● About this exercise:
Only the lines from the one containing "Instruction: Build a" through the end of the data belong in the answer; reproduce them exactly.

==== Record extracts ====

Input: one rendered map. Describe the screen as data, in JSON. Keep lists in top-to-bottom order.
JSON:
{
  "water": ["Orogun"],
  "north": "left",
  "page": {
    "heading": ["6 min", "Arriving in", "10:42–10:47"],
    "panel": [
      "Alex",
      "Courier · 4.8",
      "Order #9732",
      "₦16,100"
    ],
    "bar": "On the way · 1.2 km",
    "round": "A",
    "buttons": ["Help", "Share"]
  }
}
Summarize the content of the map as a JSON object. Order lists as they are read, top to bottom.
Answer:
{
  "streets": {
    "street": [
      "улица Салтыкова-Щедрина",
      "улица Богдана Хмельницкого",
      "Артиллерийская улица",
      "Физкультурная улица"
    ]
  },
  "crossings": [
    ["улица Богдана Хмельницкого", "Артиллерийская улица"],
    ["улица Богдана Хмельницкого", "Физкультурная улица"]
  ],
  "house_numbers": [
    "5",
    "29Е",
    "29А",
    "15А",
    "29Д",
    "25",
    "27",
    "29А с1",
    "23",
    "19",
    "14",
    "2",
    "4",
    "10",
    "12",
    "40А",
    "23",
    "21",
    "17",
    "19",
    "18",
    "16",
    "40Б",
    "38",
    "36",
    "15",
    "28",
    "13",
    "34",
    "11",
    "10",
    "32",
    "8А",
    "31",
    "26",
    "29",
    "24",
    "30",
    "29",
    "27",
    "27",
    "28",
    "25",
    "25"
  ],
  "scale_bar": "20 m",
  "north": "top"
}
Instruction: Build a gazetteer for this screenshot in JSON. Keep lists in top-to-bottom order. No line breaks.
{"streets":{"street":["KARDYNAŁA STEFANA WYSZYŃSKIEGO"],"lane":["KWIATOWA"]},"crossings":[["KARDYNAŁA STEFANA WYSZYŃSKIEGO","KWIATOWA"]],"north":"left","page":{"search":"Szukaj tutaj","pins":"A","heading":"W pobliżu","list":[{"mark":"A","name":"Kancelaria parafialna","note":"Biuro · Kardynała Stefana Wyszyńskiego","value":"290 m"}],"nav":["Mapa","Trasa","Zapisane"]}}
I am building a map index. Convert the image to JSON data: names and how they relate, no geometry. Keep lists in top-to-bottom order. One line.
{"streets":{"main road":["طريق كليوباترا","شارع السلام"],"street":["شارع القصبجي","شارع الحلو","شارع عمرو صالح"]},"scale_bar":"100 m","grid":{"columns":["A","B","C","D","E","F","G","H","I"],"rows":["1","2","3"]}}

====

● Completed task:
Instruction: Build a gazetteer for this screenshot in JSON. Keep lists in top-to-bottom order. No line breaks.
{"streets":{"street":["KARDYNAŁA STEFANA WYSZYŃSKIEGO"],"lane":["KWIATOWA"]},"crossings":[["KARDYNAŁA STEFANA WYSZYŃSKIEGO","KWIATOWA"]],"north":"left","page":{"search":"Szukaj tutaj","pins":"A","heading":"W pobliżu","list":[{"mark":"A","name":"Kancelaria parafialna","note":"Biuro · Kardynała Stefana Wyszyńskiego","value":"290 m"}],"nav":["Mapa","Trasa","Zapisane"]}}
I am building a map index. Convert the image to JSON data: names and how they relate, no geometry. Keep lists in top-to-bottom order. One line.
{"streets":{"main road":["طريق كليوباترا","شارع السلام"],"street":["شارع القصبجي","شارع الحلو","شارع عمرو صالح"]},"scale_bar":"100 m","grid":{"columns":["A","B","C","D","E","F","G","H","I"],"rows":["1","2","3"]}}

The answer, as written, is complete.